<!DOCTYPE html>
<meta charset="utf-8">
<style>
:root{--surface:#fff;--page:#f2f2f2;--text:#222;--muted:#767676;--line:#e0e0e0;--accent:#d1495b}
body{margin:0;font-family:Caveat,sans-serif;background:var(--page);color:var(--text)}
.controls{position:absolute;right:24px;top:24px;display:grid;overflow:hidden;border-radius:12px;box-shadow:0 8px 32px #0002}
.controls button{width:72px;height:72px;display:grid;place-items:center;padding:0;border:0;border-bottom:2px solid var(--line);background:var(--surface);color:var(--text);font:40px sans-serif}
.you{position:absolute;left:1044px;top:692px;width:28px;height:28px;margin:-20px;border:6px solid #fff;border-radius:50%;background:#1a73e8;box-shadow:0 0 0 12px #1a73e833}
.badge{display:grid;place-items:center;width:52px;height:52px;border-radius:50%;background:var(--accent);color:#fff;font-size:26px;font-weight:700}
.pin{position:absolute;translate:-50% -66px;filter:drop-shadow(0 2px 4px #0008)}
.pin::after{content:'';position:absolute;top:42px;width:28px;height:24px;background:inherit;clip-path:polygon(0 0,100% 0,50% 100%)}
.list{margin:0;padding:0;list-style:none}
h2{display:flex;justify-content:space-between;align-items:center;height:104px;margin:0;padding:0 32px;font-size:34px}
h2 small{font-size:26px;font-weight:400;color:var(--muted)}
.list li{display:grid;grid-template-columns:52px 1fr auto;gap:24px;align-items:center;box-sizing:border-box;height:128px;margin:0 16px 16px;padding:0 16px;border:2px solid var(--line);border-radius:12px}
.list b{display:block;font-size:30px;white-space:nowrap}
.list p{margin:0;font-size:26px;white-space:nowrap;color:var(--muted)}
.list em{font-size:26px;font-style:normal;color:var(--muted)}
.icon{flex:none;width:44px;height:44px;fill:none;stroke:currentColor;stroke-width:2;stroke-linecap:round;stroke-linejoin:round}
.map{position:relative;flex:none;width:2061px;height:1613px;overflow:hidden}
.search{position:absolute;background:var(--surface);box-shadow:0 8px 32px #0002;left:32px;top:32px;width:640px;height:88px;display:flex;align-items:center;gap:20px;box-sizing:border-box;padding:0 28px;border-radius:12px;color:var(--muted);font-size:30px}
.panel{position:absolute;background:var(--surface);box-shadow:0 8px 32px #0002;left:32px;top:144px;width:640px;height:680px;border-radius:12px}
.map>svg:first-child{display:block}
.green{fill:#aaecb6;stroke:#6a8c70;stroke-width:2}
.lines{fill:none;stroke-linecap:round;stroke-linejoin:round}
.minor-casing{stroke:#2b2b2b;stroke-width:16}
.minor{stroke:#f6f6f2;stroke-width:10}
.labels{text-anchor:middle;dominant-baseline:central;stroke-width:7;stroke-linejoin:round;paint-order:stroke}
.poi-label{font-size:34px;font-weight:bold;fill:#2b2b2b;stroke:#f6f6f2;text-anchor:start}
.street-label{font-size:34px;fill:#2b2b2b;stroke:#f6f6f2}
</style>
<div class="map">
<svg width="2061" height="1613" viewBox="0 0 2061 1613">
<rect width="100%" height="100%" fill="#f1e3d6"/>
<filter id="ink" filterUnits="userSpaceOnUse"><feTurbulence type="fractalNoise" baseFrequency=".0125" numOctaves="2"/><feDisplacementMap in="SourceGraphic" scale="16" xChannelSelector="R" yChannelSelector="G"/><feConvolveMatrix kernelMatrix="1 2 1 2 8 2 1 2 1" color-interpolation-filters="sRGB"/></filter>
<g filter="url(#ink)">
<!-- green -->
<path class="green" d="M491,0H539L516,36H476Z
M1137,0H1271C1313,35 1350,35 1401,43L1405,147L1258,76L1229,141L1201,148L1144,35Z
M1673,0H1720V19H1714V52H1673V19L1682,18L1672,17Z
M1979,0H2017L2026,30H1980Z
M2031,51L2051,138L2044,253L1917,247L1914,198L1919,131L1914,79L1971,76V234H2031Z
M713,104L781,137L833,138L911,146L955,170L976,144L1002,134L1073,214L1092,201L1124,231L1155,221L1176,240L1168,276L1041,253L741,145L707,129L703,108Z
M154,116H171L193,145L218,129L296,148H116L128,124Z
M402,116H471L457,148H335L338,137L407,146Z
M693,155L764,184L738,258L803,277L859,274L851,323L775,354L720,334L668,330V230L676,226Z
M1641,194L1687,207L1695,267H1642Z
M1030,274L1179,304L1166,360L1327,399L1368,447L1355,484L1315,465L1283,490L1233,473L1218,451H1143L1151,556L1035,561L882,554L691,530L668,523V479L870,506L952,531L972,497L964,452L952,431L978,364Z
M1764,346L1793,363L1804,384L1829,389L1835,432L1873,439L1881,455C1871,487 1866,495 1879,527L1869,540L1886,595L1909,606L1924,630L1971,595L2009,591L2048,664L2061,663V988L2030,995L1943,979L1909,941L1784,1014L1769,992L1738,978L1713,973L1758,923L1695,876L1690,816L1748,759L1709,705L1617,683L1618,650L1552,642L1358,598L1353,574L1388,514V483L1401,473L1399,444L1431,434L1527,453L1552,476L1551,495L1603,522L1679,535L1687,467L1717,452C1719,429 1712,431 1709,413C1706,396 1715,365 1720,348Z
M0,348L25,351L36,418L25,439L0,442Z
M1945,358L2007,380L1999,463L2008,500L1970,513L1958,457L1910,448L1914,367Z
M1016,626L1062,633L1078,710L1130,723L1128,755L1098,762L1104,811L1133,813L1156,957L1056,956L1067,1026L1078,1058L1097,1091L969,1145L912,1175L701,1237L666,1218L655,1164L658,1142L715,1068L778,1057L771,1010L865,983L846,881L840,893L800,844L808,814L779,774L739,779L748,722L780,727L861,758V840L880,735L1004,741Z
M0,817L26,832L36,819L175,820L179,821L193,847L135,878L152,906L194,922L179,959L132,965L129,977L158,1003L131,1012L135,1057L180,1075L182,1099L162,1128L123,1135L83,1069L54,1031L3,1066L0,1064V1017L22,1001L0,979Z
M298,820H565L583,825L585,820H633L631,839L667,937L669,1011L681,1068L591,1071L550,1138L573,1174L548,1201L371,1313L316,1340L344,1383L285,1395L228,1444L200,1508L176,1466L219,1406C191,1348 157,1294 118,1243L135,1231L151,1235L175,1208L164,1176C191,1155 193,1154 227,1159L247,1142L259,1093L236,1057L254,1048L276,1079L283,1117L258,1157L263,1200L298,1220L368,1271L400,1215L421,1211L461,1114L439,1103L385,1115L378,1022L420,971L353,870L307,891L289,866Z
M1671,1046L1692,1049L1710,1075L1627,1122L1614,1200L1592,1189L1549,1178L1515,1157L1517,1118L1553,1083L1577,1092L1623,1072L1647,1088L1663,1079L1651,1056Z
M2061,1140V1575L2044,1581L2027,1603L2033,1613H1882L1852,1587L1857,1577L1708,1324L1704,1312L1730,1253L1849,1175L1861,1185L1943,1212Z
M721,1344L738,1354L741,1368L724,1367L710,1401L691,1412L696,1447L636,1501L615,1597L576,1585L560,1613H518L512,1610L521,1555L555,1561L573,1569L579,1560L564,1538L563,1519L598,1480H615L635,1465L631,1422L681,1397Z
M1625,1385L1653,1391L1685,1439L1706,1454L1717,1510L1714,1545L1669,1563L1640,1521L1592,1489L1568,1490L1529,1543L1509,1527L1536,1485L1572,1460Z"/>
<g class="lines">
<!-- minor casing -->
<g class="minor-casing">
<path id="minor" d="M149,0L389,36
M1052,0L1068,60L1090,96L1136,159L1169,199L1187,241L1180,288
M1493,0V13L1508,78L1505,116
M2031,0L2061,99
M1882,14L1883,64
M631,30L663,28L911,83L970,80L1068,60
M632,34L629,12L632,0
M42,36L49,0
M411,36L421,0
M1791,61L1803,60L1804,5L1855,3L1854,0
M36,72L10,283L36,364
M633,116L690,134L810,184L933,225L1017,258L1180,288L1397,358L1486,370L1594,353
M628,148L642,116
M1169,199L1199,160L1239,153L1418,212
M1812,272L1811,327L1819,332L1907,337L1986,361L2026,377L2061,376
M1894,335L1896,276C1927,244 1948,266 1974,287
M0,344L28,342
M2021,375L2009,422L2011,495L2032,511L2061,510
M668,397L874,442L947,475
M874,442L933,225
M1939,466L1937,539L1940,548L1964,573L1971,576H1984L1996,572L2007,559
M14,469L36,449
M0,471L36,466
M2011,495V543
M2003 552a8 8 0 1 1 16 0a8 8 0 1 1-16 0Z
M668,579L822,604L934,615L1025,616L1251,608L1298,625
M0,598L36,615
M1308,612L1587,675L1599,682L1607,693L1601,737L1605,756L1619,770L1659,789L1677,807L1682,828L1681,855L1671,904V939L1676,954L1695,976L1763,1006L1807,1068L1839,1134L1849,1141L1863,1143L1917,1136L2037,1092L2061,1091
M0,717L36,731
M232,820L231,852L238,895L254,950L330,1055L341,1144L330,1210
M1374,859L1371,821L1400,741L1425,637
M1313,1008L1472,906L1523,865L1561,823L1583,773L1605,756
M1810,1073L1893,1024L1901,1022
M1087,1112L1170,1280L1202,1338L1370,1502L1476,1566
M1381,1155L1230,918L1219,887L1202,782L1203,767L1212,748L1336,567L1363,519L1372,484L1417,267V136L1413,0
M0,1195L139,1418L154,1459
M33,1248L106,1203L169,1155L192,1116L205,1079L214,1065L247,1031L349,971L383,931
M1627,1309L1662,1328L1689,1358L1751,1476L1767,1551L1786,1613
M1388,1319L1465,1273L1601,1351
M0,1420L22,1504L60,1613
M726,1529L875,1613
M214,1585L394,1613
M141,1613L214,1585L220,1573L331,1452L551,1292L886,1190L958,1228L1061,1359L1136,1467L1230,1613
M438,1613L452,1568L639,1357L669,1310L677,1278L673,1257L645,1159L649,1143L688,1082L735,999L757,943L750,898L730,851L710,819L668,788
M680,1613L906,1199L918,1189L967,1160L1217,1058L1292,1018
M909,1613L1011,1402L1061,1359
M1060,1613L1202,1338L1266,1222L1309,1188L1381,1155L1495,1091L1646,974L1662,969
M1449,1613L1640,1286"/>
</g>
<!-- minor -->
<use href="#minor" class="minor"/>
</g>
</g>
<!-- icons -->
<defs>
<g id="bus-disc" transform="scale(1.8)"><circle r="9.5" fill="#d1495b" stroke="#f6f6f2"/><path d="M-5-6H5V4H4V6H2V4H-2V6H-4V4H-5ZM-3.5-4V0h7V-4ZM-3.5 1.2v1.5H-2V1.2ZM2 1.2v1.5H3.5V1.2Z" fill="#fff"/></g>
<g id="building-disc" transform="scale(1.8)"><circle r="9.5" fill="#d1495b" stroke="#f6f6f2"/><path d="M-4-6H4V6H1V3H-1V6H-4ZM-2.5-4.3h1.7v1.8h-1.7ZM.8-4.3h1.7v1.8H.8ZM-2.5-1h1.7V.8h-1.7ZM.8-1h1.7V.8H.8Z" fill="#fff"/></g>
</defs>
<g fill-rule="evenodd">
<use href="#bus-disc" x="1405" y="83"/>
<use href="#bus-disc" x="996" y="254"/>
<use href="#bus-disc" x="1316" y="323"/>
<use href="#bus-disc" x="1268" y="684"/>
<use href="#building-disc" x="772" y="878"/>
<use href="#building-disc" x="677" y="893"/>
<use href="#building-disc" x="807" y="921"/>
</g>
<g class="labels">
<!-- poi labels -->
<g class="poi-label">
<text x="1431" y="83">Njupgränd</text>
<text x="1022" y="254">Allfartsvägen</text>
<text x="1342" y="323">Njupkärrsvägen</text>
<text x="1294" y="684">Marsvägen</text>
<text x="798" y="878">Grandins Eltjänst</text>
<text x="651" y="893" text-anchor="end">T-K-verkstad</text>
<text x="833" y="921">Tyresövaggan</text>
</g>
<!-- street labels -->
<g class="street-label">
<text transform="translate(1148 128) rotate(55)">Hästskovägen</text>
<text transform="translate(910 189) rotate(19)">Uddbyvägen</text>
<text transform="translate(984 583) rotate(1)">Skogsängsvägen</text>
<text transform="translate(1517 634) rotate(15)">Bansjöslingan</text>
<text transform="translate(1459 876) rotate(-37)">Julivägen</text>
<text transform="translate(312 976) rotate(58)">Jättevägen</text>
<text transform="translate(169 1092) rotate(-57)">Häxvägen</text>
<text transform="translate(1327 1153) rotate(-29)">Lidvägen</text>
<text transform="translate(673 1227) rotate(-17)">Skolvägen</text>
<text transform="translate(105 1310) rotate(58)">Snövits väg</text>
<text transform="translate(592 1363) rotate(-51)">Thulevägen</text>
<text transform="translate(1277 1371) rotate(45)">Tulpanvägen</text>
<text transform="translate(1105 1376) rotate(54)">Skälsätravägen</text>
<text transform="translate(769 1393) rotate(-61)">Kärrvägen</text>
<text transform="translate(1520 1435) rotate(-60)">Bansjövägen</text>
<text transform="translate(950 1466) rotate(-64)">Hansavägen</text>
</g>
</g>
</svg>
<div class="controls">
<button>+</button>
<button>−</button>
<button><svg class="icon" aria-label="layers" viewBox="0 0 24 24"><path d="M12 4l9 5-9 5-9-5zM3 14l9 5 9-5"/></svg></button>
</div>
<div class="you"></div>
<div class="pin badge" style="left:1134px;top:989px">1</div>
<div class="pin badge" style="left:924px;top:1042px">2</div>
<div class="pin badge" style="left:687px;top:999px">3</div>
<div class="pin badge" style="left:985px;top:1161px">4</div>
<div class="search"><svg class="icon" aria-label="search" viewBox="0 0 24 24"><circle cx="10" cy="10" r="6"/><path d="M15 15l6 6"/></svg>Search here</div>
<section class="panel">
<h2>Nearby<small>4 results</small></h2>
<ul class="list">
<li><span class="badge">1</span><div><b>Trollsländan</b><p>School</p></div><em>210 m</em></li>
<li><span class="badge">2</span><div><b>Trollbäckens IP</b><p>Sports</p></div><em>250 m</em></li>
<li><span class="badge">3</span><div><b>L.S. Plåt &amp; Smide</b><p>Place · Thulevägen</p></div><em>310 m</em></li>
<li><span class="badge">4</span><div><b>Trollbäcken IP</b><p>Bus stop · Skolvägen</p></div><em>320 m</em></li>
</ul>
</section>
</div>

> _Problem_
Filter this listing and copy only the lines holding the word "sans".

> _Completed task_
body{margin:0;font-family:Caveat,sans-serif;background:var(--page);color:var(--text)}
.controls button{width:72px;height:72px;display:grid;place-items:center;padding:0;border:0;border-bottom:2px solid var(--line);background:var(--surface);color:var(--text);font:40px sans-serif}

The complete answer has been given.